Exclusive: Sotheby’s Unveils 3AC’s NFT Collection Featuring Zombie Punk and ‘Golden Goose’ by Dmitri Cherniak Up for Auction!

Sotheby's to Auction Non-Fungible Token Assets from Three Arrows Capital in "Grails" Collection During Marquee Sale Week

Sotheby’s, a prominent broker of fine and decorative art, has announced its plans to auction a number of non-fungible token (NFT) assets previously owned by the now-defunct crypto hedge fund Three Arrows Capital (3AC). The auction, called the “Grails” NFT collection, will take place during Marquee Sale Week at the firm’s New York location.

In July of last year, the crypto hedge fund Three Arrows Capital (3AC) filed for bankruptcy protection, and Teneo took over as the liquidator for the firm. In February, Teneo announced its intentions to sell a significant non-fungible token (NFT) collection that the now-insolvent company had amassed. Sotheby’s, the luxury auction house founded in 1744, will auction several of 3AC’s blue-chip NFTs under the name “Grails Collection.”

On Wednesday, Sotheby’s tweeted about the upcoming auction, which will begin on May 19, 2023. The auction house’s metaverse division Twitter account noted that the collection was primarily curated by 3AC in 2021. One of the NFTs up for auction will be Dmitri Cherniak’s “Ringers #879,” also known as the “Golden Goose.” The collection will include Autoglyphs, Cryptopunk #6,649, Tyler Hobbs’ small-scale Fidenza #725, and Snowfro’s full-spectrum Chromie Squiggle #1,780.

Sotheby’s stated that the collection will be sold in various live and online auctions, as well as private sales, throughout the year. The company said on Wednesday that “7 hand-picked works from the collection will come to auction for the first time during Sotheby’s Marquee Sale Week this May in New York, one of the most anticipated moments of the annual auction calendar with the most high-profile sales of Contemporary and Modern Art.”

Sotheby’s first entered the NFT market in the fall of 2020 after an employee from the company’s Contemporary Art department proposed the idea. According to a Forbes article, NFTs helped drive the auction house’s highest-grossing year ever in 2021. Michael Bouhanna, Sotheby’s head of digital art and NFTs, stated that the emergence of the Grails collection “marks a significant opportunity for collectors to celebrate the pioneering generative artists.”

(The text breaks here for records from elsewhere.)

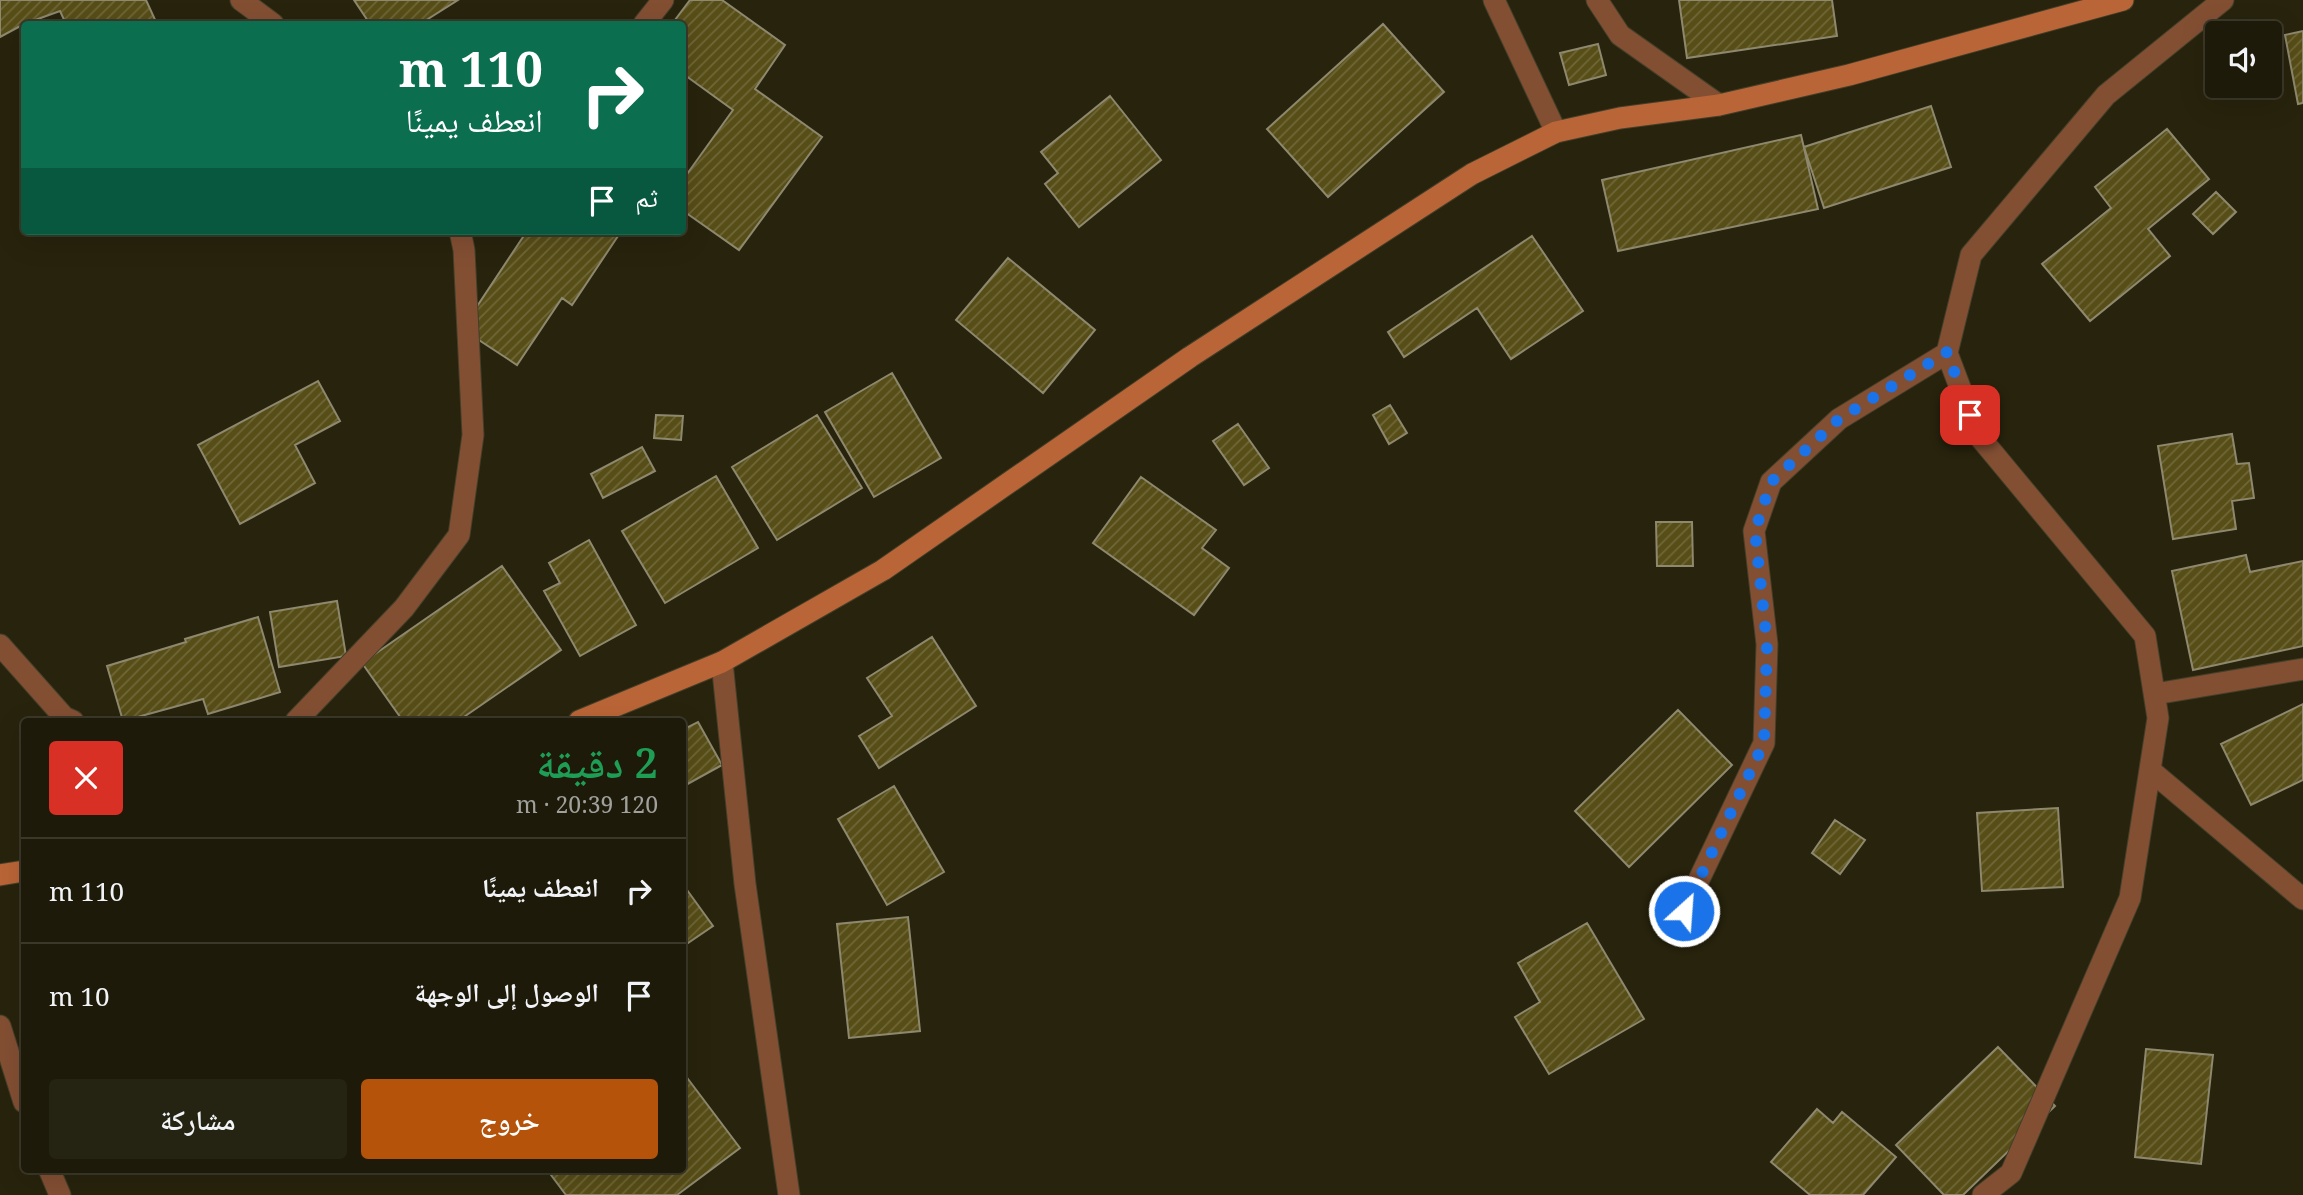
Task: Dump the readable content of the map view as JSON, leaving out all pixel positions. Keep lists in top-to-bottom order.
{
  "page": {
    "turn": ["110 m", "انعطف يمينًا"],
    "then": "ثم",
    "heading": ["2 دقيقة", "120 m · 20:39"],
    "list": [
      {
        "name": "انعطف يمينًا",
        "value": "110 m"
      },
      {
        "name": "الوصول إلى الوجهة",
        "value": "10 m"
      }
    ],
    "buttons": ["خروج", "مشاركة"]
  }
}
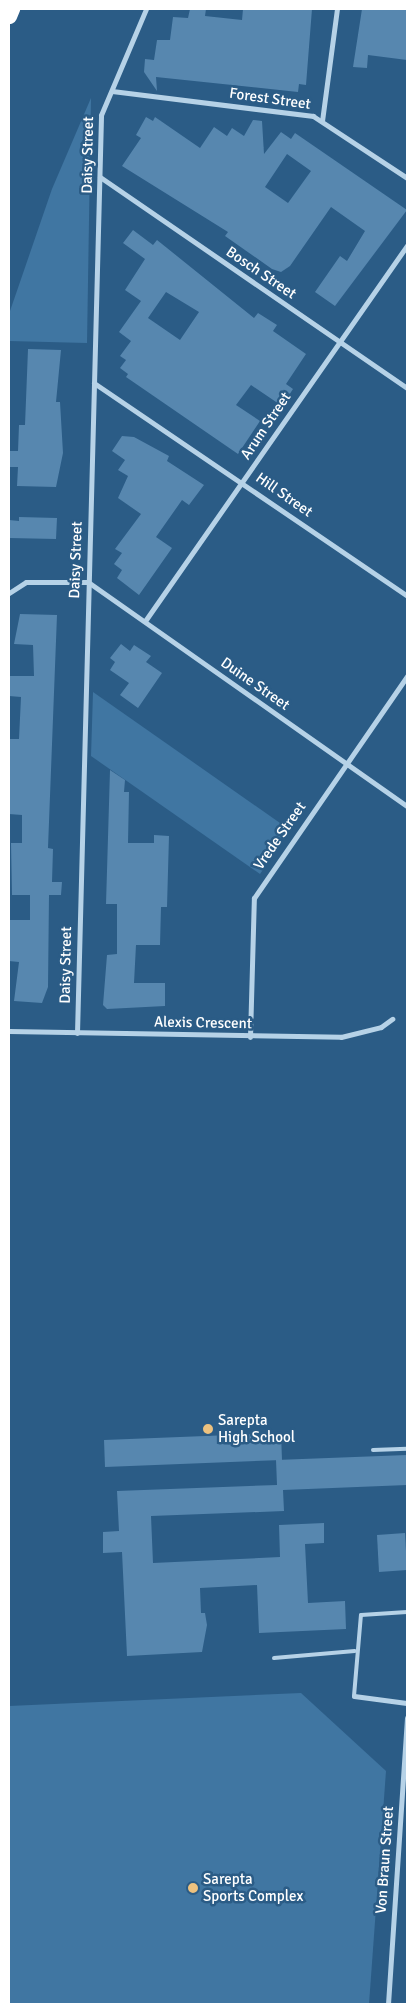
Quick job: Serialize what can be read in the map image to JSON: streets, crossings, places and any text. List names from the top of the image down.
{
  "streets": {
    "street": [
      "Forest Street",
      "Daisy Street",
      "Bosch Street",
      "Arum Street",
      "Hill Street",
      "Duine Street",
      "Vrede Street",
      "Alexis Crescent",
      "Von Braun Street"
    ]
  },
  "crossings": [
    ["Forest Street", "Daisy Street"],
    ["Daisy Street", "Bosch Street"],
    ["Daisy Street", "Hill Street"],
    ["Daisy Street", "Duine Street"],
    ["Daisy Street", "Alexis Crescent"],
    ["Bosch Street", "Arum Street"],
    ["Arum Street", "Hill Street"],
    ["Arum Street", "Duine Street"],
    ["Duine Street", "Vrede Street"],
    ["Vrede Street", "Alexis Crescent"]
  ],
  "places": ["Sarepta High School", "Sarepta Sports Complex"]
}
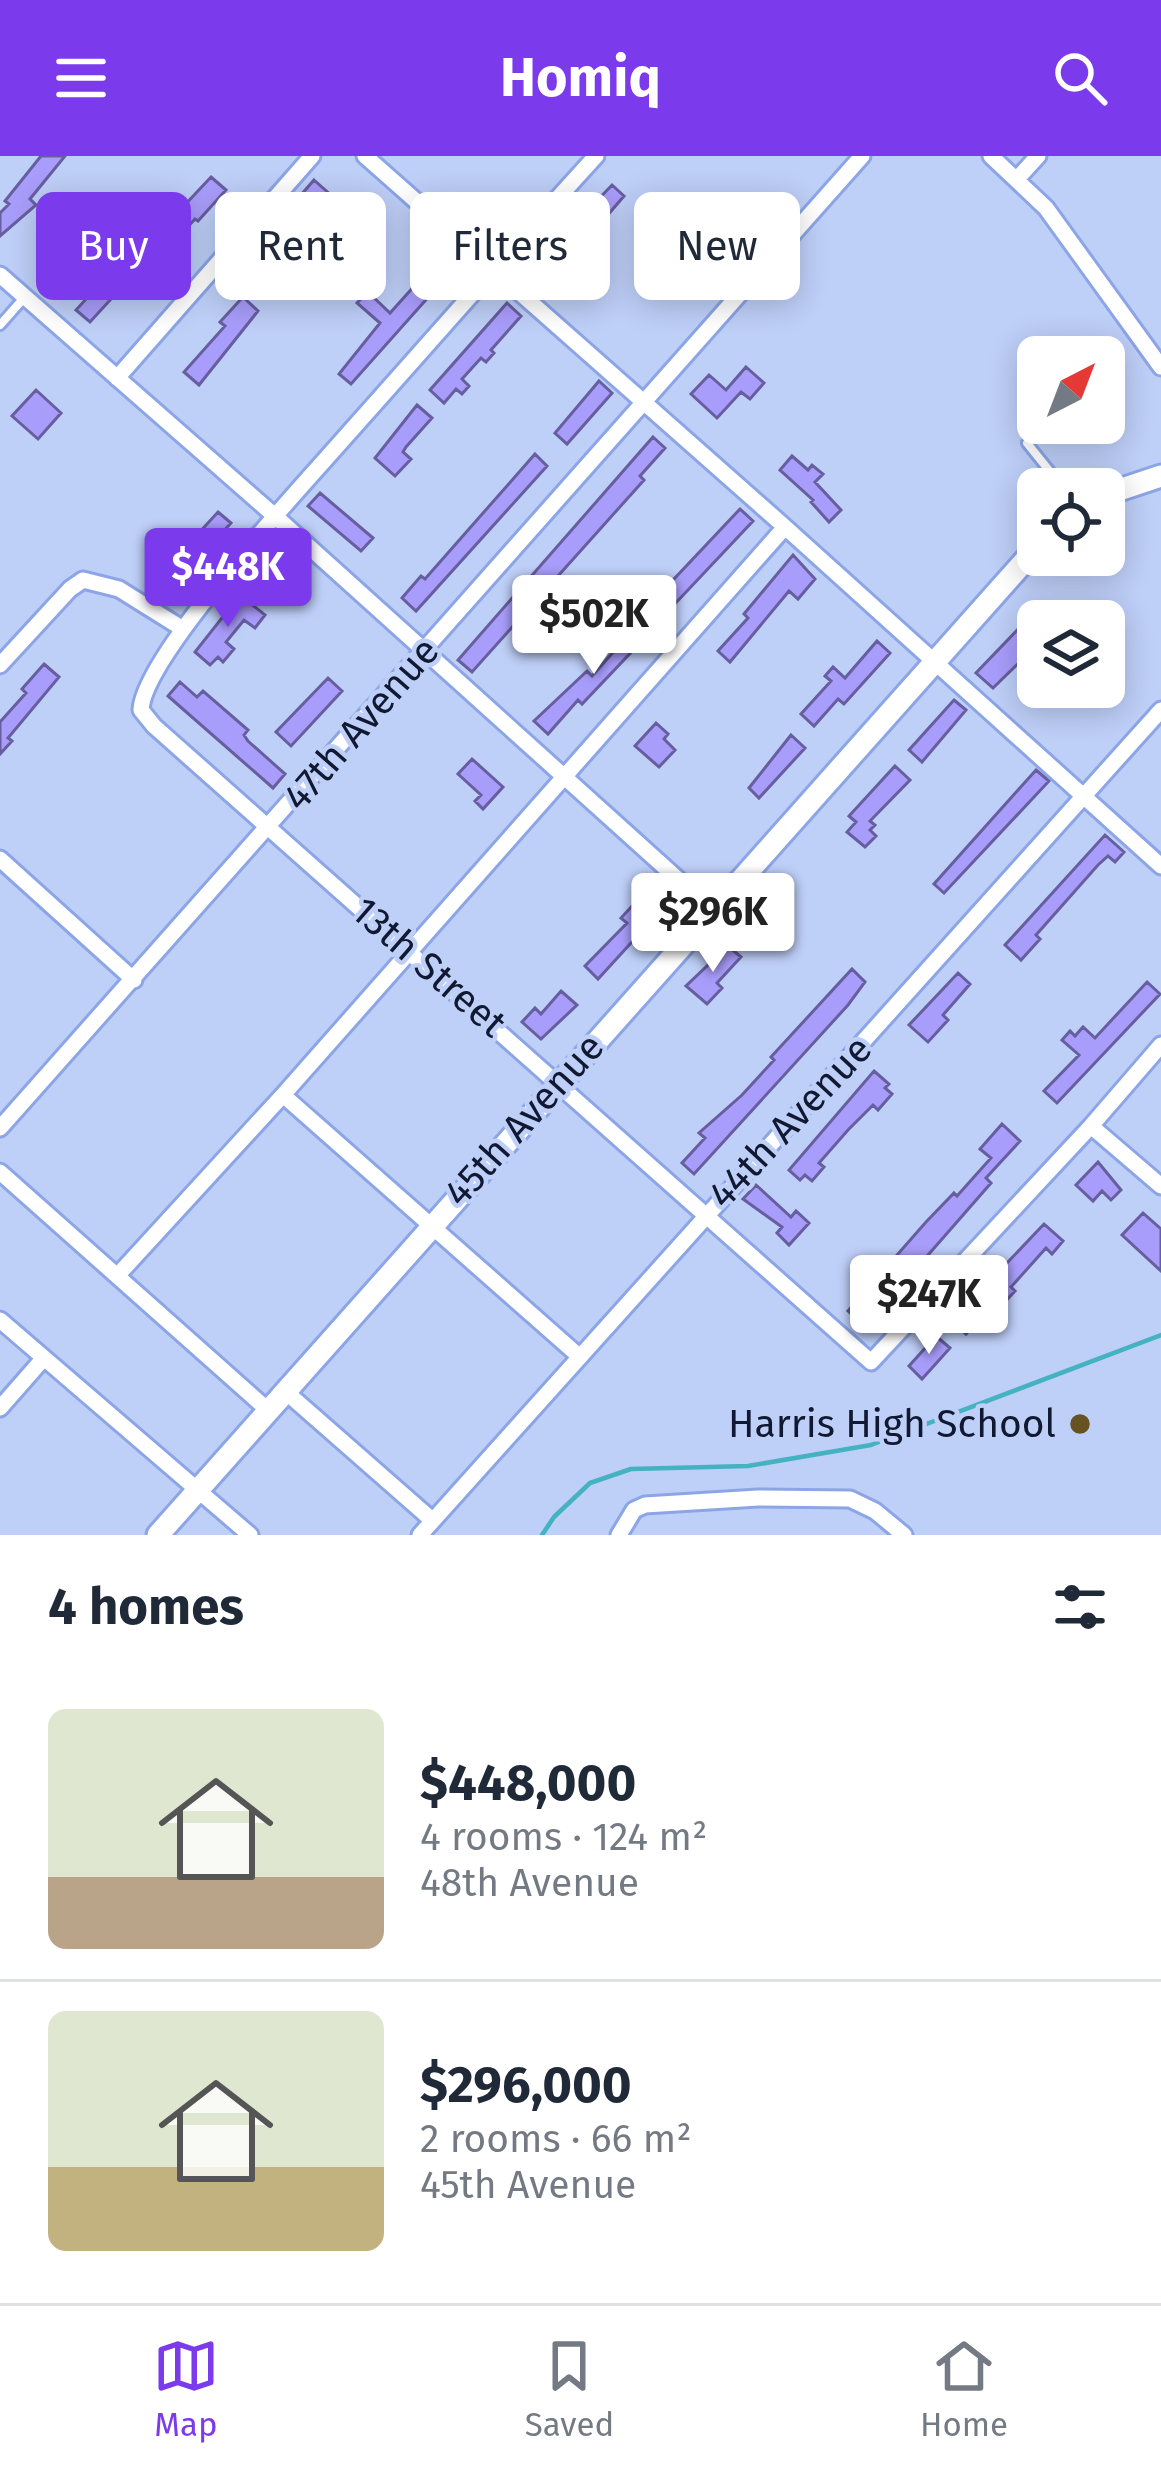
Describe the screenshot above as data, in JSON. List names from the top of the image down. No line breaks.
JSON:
{"streets":{"street":["47th Avenue","13th Street","45th Avenue","44th Avenue"]},"crossings":[["47th Avenue","13th Street"],["13th Street","45th Avenue"],["13th Street","44th Avenue"]],"places":["Harris High School"],"north":"top right","page":{"header":"Homiq","chip":["Buy","Rent","Filters","New"],"price":["$448K","$502K","$296K","$247K"],"heading":"4 homes","list":[{"name":"$448,000","note":"4 rooms · 124 m² · 48th Avenue"},{"name":"$296,000","note":"2 rooms · 66 m² · 45th Avenue"}],"tabs":["Map","Saved","Home"]}}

“This expansive collection marks an important moment in the rise of generative art on the blockchain in 2021, and was guided by the 3AC ethos of acquiring the some of the highest quality and rarest works available on the market,” Bouhanna added. “Since that defining moment, when digital art and NFTs became a genuine pop culture phenomenon, generative art has continued to gain attention from a growing audience, including from major international institutions.”

The popularity of NFTs and their impact on the art market has been a hot topic in recent years. NFTs are unique digital assets that are verified on a blockchain, providing proof of ownership and scarcity. This has allowed digital art to be sold for high prices, with some pieces selling for millions of dollars. However, critics argue that the hype around NFTs is a bubble that will eventually burst.

Regardless of the debate around NFTs, it is clear that they have become a significant part of the art market. Sotheby’s entry into the NFT space is a testament to this. With the auction of the “Grails” NFT collection, Sotheby’s is providing a platform for collectors to acquire some of the rarest and highest-quality NFTs available on the market.

Jamie Redman, News Lead at Bitcoin.com News and a financial tech journalist living in Florida, noted that NFTs helped drive Sotheby’s highest-grossing year ever in 2021. Redman has been an active member of the cryptocurrency community since 2011 and has written more than 6,000 articles for Bitcoin.com News about the disruptive protocols emerging today.